Malcolm shrugged. “I get it. Even without kids.”
“I know you do.” Patrick glanced at him as he put his blinker on and turned. “Sorry. I don’t know why I said that. Is that stuff, you know, the doctors, you and Jess—”
“Nah, we’re done.”
“Yeah?” Patrick nodded. “And you’re good with that?”
“I’m fine.” Malcolm shifted in his seat. “I mean. The last time—”
“I know. That was really tough. You guys were stoked. Everyone was.”
“Yeah. Jess is struggling.”
Patrick frowned, kept his eyes on the road. “Siobhán said something about adoption maybe? Are you guys thinking about that?”
“Jess has brought it up a few times, but I don’t think she’s all that serious. She sort of raised the idea and then dropped it. It would take years and we’ve already put in so many years. At one point maybe I’d have considered it, but now? I’m just tired. I need a break. We need to move on.”
“I get it. You feel how you feel. When Siobhán was pregnant with Jack, it was as if she completely loved him as soon as she got pregnant and kinda got mad at me that I didn’t. I said I did but she knew. It took until meeting each one of them if I’m being honest, and sometimes a little longer. So assuming Jess is more like Siobhán, I guess what I’m saying is that she’s going through something slightly different, losing this baby.”

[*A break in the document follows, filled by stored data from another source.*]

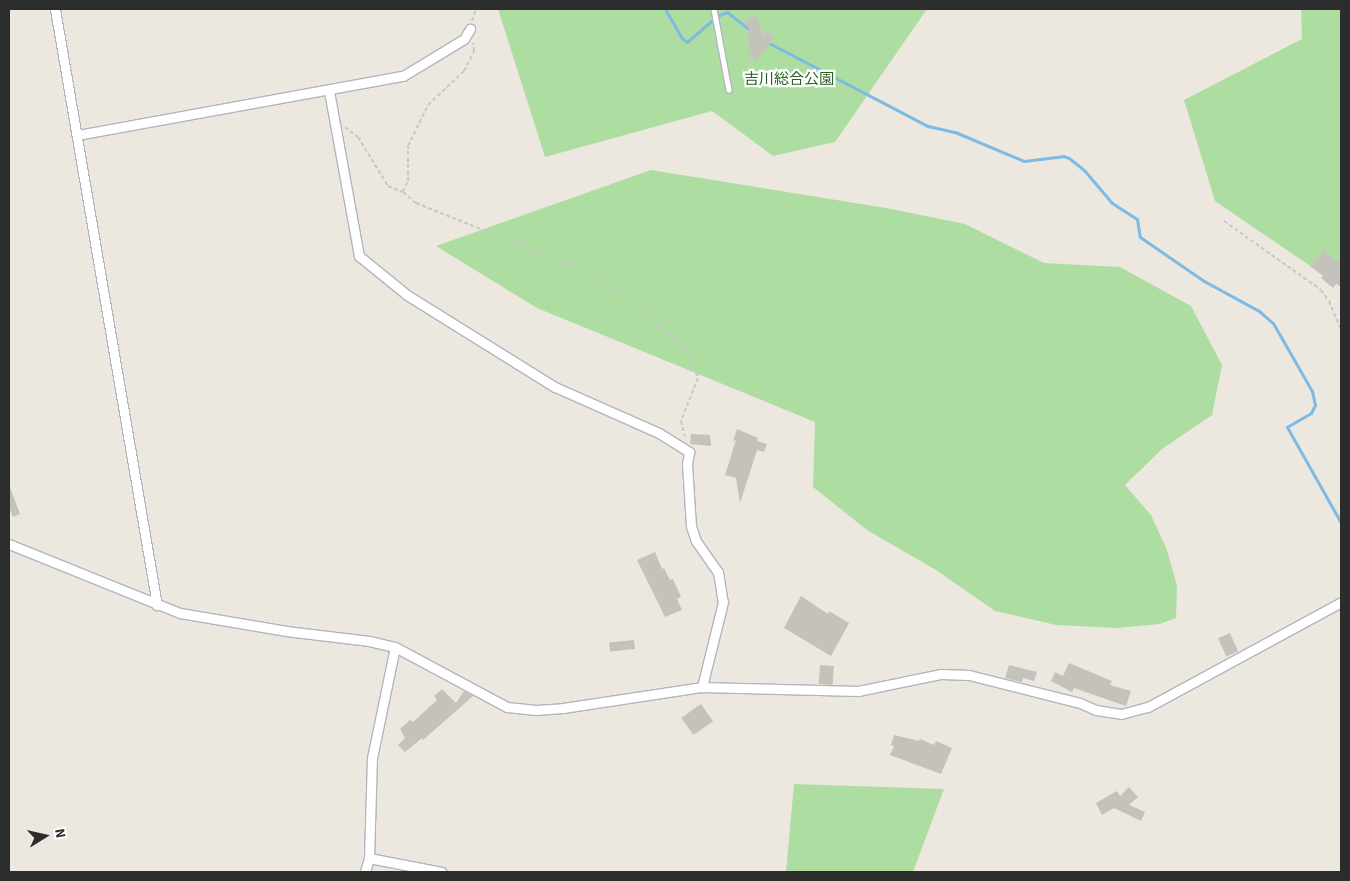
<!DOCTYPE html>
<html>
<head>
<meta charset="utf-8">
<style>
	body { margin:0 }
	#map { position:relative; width:1350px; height:881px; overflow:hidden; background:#ece8e0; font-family:"Source Sans 3","Noto Sans JP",sans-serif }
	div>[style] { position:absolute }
	.green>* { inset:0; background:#aedda2 }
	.stream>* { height:3px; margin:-1.5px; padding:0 1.5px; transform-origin:1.5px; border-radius:1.5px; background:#7dbbe4 }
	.building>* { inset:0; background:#c5c2bb; transform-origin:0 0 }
	.path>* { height:2px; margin-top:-1px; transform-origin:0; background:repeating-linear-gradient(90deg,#c8c8c8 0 4px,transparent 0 6.5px) }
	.roads { filter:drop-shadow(1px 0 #b3b4be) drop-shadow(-1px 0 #b3b4be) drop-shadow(0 1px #b3b4be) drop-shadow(0 -1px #b3b4be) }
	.lane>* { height:4.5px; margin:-2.25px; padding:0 2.25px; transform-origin:2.25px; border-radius:2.25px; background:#fff }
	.street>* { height:9px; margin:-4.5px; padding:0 4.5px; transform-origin:4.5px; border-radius:4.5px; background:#fff }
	span { translate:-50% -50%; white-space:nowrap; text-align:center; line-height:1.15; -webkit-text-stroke:4.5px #fff; paint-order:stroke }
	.park-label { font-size:15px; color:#276322 }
	.frame { position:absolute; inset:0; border:10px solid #2c2c2c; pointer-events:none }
	.north { position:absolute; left:20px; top:811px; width:50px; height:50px; -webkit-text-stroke:4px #fff; paint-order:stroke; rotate:80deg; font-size:14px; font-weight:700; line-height:20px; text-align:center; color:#2c2c2c }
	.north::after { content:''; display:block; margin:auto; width:18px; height:22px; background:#2c2c2c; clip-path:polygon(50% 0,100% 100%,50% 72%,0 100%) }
</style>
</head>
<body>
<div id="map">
	<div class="green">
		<div style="clip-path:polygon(498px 9px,927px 9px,835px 142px,773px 156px,712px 111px,545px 157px)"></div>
		<div style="clip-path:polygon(1301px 9px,1341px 9px,1341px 287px,1215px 201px,1184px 100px,1302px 39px)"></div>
		<div style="clip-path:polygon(651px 170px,886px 208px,965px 224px,1044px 263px,1120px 267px,1191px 306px,1222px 365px,1212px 415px,1162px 449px,1125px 485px,1151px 515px,1167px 550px,1177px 586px,1176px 618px,1160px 624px,1116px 628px,1056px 625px,995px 611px,936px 570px,867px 530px,813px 487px,815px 422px,537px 308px,436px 246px)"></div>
		<div style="clip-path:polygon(794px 784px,944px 789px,913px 872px,786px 872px)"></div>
	</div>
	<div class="stream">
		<div style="left:665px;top:9px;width:34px;rotate:60deg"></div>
		<div style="left:682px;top:38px;width:6px;rotate:39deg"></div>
		<div style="left:687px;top:42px;width:40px;rotate:-41deg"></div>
		<div style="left:717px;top:16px;width:11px;rotate:-22deg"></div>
		<div style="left:727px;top:12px;width:29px;rotate:38deg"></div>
		<div style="left:767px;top:42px;width:182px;rotate:27.6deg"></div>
		<div style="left:928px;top:126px;width:28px;rotate:13deg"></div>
		<div style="left:955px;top:132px;width:75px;rotate:22.8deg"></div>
		<div style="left:1024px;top:161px;width:39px;rotate:-7deg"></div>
		<div style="left:1063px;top:156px;width:6px;rotate:18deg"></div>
		<div style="left:1069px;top:158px;width:19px;rotate:39deg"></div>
		<div style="left:1084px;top:170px;width:43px;rotate:49.7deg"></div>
		<div style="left:1112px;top:203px;width:30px;rotate:33deg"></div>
		<div style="left:1137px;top:219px;width:18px;rotate:81deg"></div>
		<div style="left:1140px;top:237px;width:78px;rotate:34.5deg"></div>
		<div style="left:1204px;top:281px;width:63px;rotate:28.6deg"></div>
		<div style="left:1259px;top:311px;width:18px;rotate:41deg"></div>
		<div style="left:1273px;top:323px;width:78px;rotate:60.2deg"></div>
		<div style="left:1312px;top:391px;width:14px;rotate:78deg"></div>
		<div style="left:1315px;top:405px;width:9px;rotate:117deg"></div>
		<div style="left:1311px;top:413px;width:28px;rotate:150deg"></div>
		<div style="left:1287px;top:427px;width:110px;rotate:60.6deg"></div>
	</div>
	<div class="building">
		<div style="clip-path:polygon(756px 16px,763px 36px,767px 31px,775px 37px,756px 61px,747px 54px,751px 49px,746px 35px,750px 33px,745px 20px)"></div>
		<div style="clip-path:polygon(1324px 251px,1341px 264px,1341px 286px,1337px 283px,1333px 288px,1321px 278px,1323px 276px,1310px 266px)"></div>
		<div style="clip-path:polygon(737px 429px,758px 438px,757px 441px,767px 444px,764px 452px,757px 450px,740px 503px,736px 478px,725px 475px,736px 440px,733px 441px)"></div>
		<div style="clip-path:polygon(691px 434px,710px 435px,711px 446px,690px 444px)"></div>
		<div style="clip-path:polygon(9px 485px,20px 514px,13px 517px,9px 507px)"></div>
		<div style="clip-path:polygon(655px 552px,662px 569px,664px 568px,670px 580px,673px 579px,681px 597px,677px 599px,682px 610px,665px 617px,637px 560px)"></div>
		<div style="clip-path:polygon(801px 596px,828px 614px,829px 611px,849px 623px,831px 656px,784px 628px)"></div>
		<div style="left:1230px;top:633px;width:20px;height:13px;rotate:66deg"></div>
		<div style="left:634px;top:640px;width:9px;height:25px;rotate:84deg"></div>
		<div style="clip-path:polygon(1069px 663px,1112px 681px,1110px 685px,1131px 691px,1126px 706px,1074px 688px,1072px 692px,1051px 681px,1055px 672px,1063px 676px)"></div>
		<div style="left:820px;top:665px;width:14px;height:19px;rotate:4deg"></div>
		<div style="clip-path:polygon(1009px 665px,1037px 672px,1034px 681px,1023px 678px,1022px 682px,1005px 678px)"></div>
		<div style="clip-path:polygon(442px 689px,456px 703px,464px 691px,473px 696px,423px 740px,422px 738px,405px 752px,398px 745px,405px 738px,400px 729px,410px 720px,413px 722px,437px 700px,434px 696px)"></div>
		<div style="left:701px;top:704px;width:21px;height:24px;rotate:55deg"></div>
		<div style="clip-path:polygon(894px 735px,919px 741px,920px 739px,934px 745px,936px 741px,952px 748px,941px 774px,890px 755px,894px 746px,891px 745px)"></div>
		<div style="clip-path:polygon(1129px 787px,1138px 797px,1129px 805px,1145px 812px,1141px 821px,1114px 808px,1102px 815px,1096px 803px,1117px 791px,1120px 796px)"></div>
	</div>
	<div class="path">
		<div style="left:472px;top:21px;width:13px;rotate:-72deg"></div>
		<div style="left:345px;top:127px;width:16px;rotate:38deg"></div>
		<div style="left:358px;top:137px;width:57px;rotate:58.5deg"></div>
		<div style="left:388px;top:186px;width:16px;rotate:22deg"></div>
		<div style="left:403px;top:192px;width:17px;rotate:40deg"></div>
		<div style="left:416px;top:203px;width:169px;rotate:21.9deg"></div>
		<div style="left:573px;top:266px;width:79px;rotate:32.1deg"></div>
		<div style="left:640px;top:308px;width:28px;rotate:46deg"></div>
		<div style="left:659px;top:328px;width:24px;rotate:30deg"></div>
		<div style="left:680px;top:340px;width:11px;rotate:49deg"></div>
		<div style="left:687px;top:348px;width:32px;rotate:70deg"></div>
		<div style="left:698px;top:378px;width:46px;rotate:111.6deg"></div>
		<div style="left:681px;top:421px;width:16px;rotate:76deg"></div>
		<div style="left:403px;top:192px;width:12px;rotate:-66deg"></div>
		<div style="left:408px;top:181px;width:35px;rotate:-90deg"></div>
		<div style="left:408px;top:146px;width:46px;rotate:-64deg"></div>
		<div style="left:428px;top:105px;width:50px;rotate:-43.4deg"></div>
		<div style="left:464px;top:71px;width:22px;rotate:-63deg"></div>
		<div style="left:474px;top:51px;width:8px;rotate:-97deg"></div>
		<div style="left:1224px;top:221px;width:119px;rotate:35.4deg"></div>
		<div style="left:1321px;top:290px;width:14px;rotate:54deg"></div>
		<div style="left:1329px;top:301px;width:30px;rotate:67deg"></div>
	</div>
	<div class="roads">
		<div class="lane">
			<div style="left:714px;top:9px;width:82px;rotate:79.5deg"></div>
		</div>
		<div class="street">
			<div style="left:55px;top:9px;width:605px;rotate:80.29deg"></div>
			<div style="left:329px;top:91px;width:168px;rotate:79.7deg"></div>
			<div style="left:359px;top:256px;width:62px;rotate:39.1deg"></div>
			<div style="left:407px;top:295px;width:174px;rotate:31.9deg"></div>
			<div style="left:555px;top:387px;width:114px;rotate:23.9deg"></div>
			<div style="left:659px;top:433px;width:36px;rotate:32deg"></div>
			<div style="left:689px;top:452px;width:12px;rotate:99deg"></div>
			<div style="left:687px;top:464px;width:62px;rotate:86.3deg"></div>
			<div style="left:691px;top:526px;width:16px;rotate:72deg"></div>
			<div style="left:696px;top:541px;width:38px;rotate:55deg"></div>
			<div style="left:718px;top:572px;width:30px;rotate:81deg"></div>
			<div style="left:723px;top:602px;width:88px;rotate:103.9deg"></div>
			<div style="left:77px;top:135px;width:331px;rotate:-10.3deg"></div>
			<div style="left:403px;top:76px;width:71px;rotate:-31.2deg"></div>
			<div style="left:464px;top:39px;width:12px;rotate:-59deg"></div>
			<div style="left:9px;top:544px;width:184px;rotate:22deg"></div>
			<div style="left:180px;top:613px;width:108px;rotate:9.6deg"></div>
			<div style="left:286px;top:631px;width:84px;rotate:6.9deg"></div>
			<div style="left:369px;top:641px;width:27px;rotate:13deg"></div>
			<div style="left:395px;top:647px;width:127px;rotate:28.2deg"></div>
			<div style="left:507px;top:707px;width:29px;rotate:6deg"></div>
			<div style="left:536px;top:710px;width:27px;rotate:-4deg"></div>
			<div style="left:563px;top:708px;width:141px;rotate:-8.6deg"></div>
			<div style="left:702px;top:687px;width:156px;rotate:1.5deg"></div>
			<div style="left:858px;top:691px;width:85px;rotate:-11.6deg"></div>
			<div style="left:941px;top:674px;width:28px;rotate:2deg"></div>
			<div style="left:969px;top:675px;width:114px;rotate:14.2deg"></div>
			<div style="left:1080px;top:703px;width:17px;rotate:24deg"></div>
			<div style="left:1096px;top:710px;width:25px;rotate:9deg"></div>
			<div style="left:1121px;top:714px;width:28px;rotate:-15deg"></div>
			<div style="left:1148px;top:707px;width:220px;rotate:-28.5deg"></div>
			<div style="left:369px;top:858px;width:74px;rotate:10.9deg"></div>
			<div style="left:365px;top:872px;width:15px;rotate:-74deg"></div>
			<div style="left:369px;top:858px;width:100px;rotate:-88.3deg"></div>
			<div style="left:372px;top:758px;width:113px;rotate:-78.3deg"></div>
		</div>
	</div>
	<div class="park-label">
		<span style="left:789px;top:80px">吉川総合公園</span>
	</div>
	<div class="frame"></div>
	<div class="north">N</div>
</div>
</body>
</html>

They turned onto the main road.
“But what do I know?” Patrick asked after a mile or so. “I was never in your position. I can’t imagine going through what you guys have been through.”
Malcolm nodded. He’d been through it, too, not just Jess. He felt a heaviness pressing in on them and didn’t want to ruin the day they’d been looking forward to.
“I’d probably get a weird one anyway,” he said, trying to lighten things a bit.
Patrick smiled. “You’d get one who can’t keep his finger out of his nose. Or who can’t stop fiddling with himself in school.”